How can i use the end of game reward as every steps reward?

When using customize env,every steps need to return reward. But the situations is I dont know reward until reaching the end of game. so How can i use the end of game reward as every steps reward in customize env?
Thanks a lot.

Hi @Superhors ,

and welcome to the board, what about simply returning a reward of zero to the agent?

I think @Superhors wants to see the reward of each step via the Tensorboard.

1 Like

@Roller44 ,

in this case it might work when setting "batch_mode"="complete_episodes" such that in each iteration a complete episode is considered having an end-of-epsiode reward. This should then be stored by rllib into the metrics that can be viewed in TensorBoard.

@Superhors Take a look at Sample Collection

2 Likes

Hi @Superhors,

There seems to be some confusion as to what you are asking.

Are you saying that:

1.) You have an environment that only has a single reward that is provided when it is done. Something similar to chess or checkers.
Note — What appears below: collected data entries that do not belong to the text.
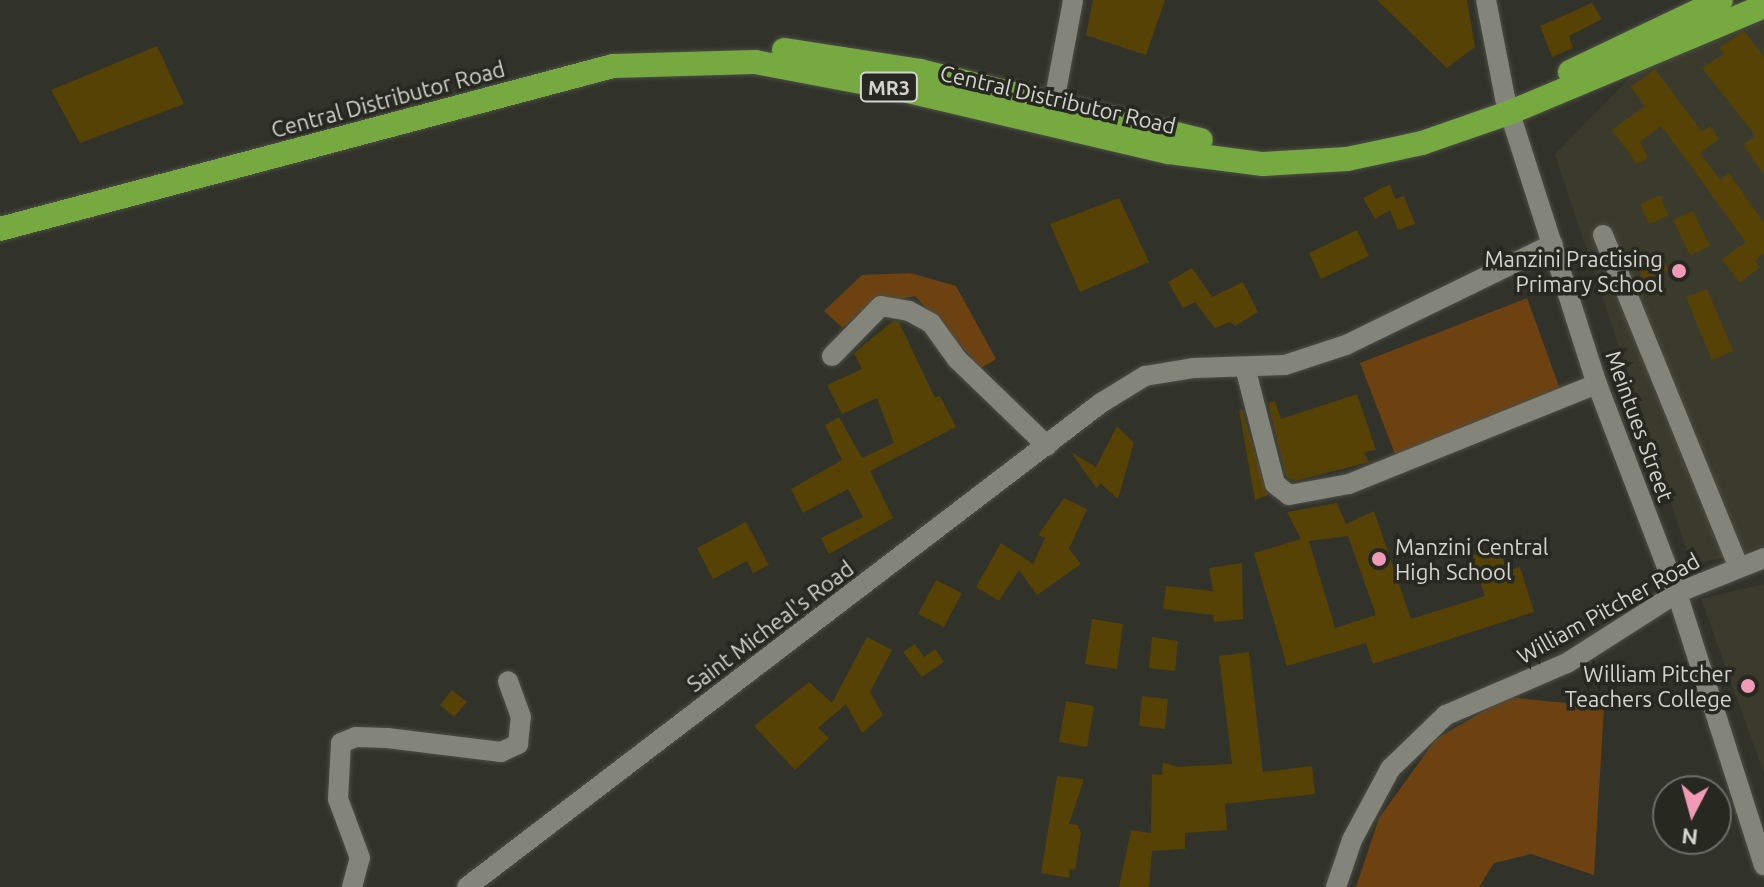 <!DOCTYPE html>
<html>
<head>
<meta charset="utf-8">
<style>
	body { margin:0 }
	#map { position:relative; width:1764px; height:887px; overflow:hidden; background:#313229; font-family:Ubuntu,sans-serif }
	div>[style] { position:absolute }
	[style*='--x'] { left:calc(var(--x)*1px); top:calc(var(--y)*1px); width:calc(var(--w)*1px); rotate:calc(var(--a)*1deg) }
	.built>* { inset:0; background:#3b3b2d }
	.green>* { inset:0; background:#6e4210 }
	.building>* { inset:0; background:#574206 }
	.roads { filter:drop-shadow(0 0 2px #4d4e47) drop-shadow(0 0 2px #4d4e47) }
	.minor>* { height:20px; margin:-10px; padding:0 10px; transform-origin:10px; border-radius:10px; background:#83847a }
	.highway>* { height:24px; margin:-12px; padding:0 12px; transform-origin:12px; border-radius:12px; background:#76aa41 }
	.dots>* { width:22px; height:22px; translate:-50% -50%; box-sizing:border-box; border:4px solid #272820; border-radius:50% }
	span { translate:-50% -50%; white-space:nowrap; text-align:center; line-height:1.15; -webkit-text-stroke:7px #272820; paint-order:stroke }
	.shield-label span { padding:2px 6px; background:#272820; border:2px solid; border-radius:6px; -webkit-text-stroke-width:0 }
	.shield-label { font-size:20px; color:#d4d4cf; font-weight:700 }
	.street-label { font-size:22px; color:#d4d4cf }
	.poi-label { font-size:22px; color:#d4d4cf }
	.right { translate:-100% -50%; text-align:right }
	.left { translate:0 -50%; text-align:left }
	.north { position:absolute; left:1652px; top:775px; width:80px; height:80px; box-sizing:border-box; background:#272820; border:2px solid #6c6d66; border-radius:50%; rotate:186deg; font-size:22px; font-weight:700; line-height:32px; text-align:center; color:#d4d4cf }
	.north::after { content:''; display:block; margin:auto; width:28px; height:36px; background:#f09ab7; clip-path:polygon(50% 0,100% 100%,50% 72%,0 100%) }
</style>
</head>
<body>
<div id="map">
	<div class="built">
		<div style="clip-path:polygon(1764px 21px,1764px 546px,1692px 566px,1555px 154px,1634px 74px)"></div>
		<div style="clip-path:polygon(1764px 584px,1764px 773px,1701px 599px)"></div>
	</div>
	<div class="green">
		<div style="clip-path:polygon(910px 273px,956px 286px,996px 359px,981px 368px,915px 296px,868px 305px,843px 328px,824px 311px,862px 275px)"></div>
		<div style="clip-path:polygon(1527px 298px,1561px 392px,1395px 454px,1360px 363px)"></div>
		<div style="clip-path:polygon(1508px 697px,1604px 707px,1594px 875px,1531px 854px,1494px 863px,1479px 887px,1356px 887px,1379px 818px,1436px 739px)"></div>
	</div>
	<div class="building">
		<div style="clip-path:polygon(1093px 0,1165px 0,1146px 55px,1086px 35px)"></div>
		<div style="clip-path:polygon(1377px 0,1467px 0,1475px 47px,1447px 68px)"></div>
		<div style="clip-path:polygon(1592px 3px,1602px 19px,1569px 36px,1573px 48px,1552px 57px,1540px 26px)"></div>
		<div style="clip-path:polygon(1744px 31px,1764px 57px,1764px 174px,1743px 145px,1756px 136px,1702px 68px,1724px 54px,1719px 48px)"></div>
		<div style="clip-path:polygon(157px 46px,184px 104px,80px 143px,51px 90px)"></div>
		<div style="clip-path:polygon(1655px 69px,1702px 132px,1710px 126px,1719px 139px,1700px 153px,1720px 180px,1729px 173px,1764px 223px,1764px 253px,1755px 261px,1760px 267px,1740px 283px,1722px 259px,1746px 242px,1666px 132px,1661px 126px,1640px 142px,1648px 158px,1637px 164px,1612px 130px,1645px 106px,1631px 87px)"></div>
		<div style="clip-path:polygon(1390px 184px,1395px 199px,1404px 196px,1415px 224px,1398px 230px,1390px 210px,1375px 219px,1363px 198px)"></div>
		<div style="clip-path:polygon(1660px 195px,1668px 216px,1649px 224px,1640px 204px)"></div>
		<div style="clip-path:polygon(1119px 198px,1149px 262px,1080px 292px,1050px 224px)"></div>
		<div style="clip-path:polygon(1693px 211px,1710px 246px,1690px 255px,1673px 220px)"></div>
		<div style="clip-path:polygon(1357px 230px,1369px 256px,1321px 279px,1309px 253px)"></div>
		<div style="clip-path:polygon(1661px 254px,1668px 270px,1644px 281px,1637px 265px)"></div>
		<div style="clip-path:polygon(1192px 268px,1212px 297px,1243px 282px,1258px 312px,1235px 326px,1230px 322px,1215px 328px,1195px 302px,1183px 308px,1168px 282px)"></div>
		<div style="clip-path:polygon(1707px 289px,1733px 351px,1712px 360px,1686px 297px)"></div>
		<div style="clip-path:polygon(893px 321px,899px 322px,935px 398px,940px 396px,956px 427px,870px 471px,893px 518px,829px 554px,821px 538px,863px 517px,848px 489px,803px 513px,791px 489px,842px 460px,825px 425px,839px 417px,862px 458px,894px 443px,877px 398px,842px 414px,827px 385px,862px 369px,854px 353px)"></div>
		<div style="clip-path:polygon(1357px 394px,1376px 450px,1364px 452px,1369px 462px,1295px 481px,1286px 476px,1268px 403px,1275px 401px,1281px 419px)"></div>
		<div style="clip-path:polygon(1242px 409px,1268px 495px,1255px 500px,1239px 410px)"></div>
		<div style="clip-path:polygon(1117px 426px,1134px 443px,1118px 499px,1100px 483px,1097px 489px,1071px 452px,1096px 467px)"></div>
		<div style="clip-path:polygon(1064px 498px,1087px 509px,1069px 549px,1081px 564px,1037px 595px,1019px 570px,999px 601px,976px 587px,1001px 543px,1033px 564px,1045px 538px,1038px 535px)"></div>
		<div style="clip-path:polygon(evenodd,1337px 503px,1346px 524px,1374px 511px,1411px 619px,1485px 596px,1471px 556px,1498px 546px,1507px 571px,1520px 567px,1534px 612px,1373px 664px,1366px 643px,1287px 666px,1254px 553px,1301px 539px,1287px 512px,1337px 503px,1348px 536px,1376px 615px,1335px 628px,1309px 541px,1348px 536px)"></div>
		<div style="clip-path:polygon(746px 522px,769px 565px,753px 573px,747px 561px,713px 579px,697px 548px)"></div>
		<div style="clip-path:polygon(1242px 563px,1243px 619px,1214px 622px,1213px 615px,1163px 609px,1166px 586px,1213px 591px,1209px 568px)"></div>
		<div style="clip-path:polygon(936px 580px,962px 593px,944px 627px,918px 614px)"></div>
		<div style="clip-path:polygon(1092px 619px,1123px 624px,1117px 669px,1085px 664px)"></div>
		<div style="clip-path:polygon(867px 637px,892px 650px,870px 692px,883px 715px,862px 733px,846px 704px,818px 728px,829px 738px,795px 770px,754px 726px,809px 682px,832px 703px)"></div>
		<div style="clip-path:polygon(1152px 637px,1178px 641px,1175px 671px,1149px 668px)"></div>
		<div style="clip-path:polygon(915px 644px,924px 657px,935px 649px,944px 662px,922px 677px,903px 652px)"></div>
		<div style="clip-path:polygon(1249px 652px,1263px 772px,1312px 766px,1315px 794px,1225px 804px,1227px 830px,1185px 833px,1185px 849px,1152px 851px,1149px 887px,1119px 887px,1131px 830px,1151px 833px,1152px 774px,1162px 775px,1163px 762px,1177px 767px,1232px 764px,1219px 656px)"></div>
		<div style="clip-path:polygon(452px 690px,467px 702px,454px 717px,440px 705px)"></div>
		<div style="clip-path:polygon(1142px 696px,1168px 699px,1165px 729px,1139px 726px)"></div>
		<div style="clip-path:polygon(1066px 701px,1094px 706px,1087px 747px,1059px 742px)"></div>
		<div style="clip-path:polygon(1057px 776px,1084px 779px,1069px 824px,1078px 825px,1081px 833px,1075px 870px,1070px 869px,1069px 878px,1041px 873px)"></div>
	</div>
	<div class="roads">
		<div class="minor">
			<div style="--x:1486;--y:0;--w:100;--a:79"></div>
			<div style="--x:1505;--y:98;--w:300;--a:72.2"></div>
			<div style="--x:1597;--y:384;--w:224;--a:69.1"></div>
			<div style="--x:1677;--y:593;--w:286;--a:72.3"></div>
			<div style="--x:1051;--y:118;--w:120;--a:-79.4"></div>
			<div style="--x:1603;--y:235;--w:357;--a:67.8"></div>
			<div style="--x:832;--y:356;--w:70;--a:-45.6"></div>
			<div style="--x:881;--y:306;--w:28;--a:10"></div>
			<div style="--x:909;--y:311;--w:25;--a:29"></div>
			<div style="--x:931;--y:323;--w:44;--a:54.2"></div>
			<div style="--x:957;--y:359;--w:125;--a:44"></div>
			<div style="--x:1245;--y:367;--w:121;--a:75.6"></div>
			<div style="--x:1275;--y:484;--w:18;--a:38"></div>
			<div style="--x:1289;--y:495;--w:61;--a:-10.4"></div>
			<div style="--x:1349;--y:484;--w:267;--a:-22"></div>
			<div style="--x:352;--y:887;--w:30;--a:-75"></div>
			<div style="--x:360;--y:858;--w:63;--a:-110.4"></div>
			<div style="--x:338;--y:799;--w:56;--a:-86.9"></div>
			<div style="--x:341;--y:743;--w:16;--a:-22"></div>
			<div style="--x:356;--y:737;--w:31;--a:2"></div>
			<div style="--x:387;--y:738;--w:115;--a:7"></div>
			<div style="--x:501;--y:752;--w:19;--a:-25"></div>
			<div style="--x:518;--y:744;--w:27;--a:-84"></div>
			<div style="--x:521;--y:717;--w:38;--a:-110"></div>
			<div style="--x:467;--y:887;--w:798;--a:-37.36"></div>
			<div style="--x:1101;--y:403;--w:52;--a:-31.5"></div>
			<div style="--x:1145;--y:376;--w:50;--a:-9.3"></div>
			<div style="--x:1194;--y:368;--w:91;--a:-1.9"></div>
			<div style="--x:1285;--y:365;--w:64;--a:-18.2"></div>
			<div style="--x:1346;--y:345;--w:230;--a:-26"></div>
			<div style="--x:1336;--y:887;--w:50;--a:-71.2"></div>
			<div style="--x:1352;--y:840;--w:81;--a:-61.8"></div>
			<div style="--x:1390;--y:769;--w:78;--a:-44"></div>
			<div style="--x:1446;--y:715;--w:132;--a:-23.3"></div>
			<div style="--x:1567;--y:663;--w:130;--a:-32.5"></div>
			<div style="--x:1677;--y:593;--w:94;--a:-21.9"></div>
		</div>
		<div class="highway">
			<div style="--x:784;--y:50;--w:138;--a:8.8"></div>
			<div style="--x:920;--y:71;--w:289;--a:13.8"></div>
			<div style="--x:1570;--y:72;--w:167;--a:-25.5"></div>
			<div style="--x:0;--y:229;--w:634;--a:-14.89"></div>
			<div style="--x:613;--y:66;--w:142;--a:-1.6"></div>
			<div style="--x:755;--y:62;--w:156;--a:10.7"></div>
			<div style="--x:908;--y:91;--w:268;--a:13.2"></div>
			<div style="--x:1169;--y:152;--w:95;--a:7.3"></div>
			<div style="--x:1263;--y:164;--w:84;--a:-3.4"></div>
			<div style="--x:1347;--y:159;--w:77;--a:-12"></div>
			<div style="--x:1422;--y:143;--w:94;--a:-19.2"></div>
			<div style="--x:1511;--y:112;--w:274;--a:-22.7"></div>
		</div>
	</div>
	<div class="dots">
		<div style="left:1679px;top:271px;background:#f09ab7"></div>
		<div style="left:1379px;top:559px;background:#f09ab7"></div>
		<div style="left:1748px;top:686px;background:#f09ab7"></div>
	</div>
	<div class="shield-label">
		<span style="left:889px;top:87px">MR3</span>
	</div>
	<div class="street-label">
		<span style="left:388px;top:99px;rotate:-15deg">Central Distributor Road</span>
		<span style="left:1058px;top:99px;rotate:13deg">Central Distributor Road</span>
		<span style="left:1640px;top:426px;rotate:70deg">Meintues Street</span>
		<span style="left:1608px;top:608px;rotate:-29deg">William Pitcher Road</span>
		<span style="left:770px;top:626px;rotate:-37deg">Saint Micheal's Road</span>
	</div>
	<div class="poi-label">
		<span class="right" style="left:1663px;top:271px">Manzini Practising<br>Primary School</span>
		<span class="left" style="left:1395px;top:559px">Manzini Central<br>High School</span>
		<span class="right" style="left:1732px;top:686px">William Pitcher<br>Teachers College</span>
	</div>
	<div class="north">N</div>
</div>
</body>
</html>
In this case you should follow @Lars_Simon_Zehnder’s suggestion and return 0 for all steps but the final one.

2.) You have an environment that needs to provide a reward on every step but you only know what reward to provide after it is done.

This case is a little more complicated. In order to do this correctly I think you need to use batch_mode=complete_episodes and use the postprocess_trajectory Callback to rewrite the reward history.

batch_mode: RLlib Sample Collection and Trajectory Views — Ray v1.8.0

callbacks: RLlib Training APIs — Ray v1.8.0

3 Likes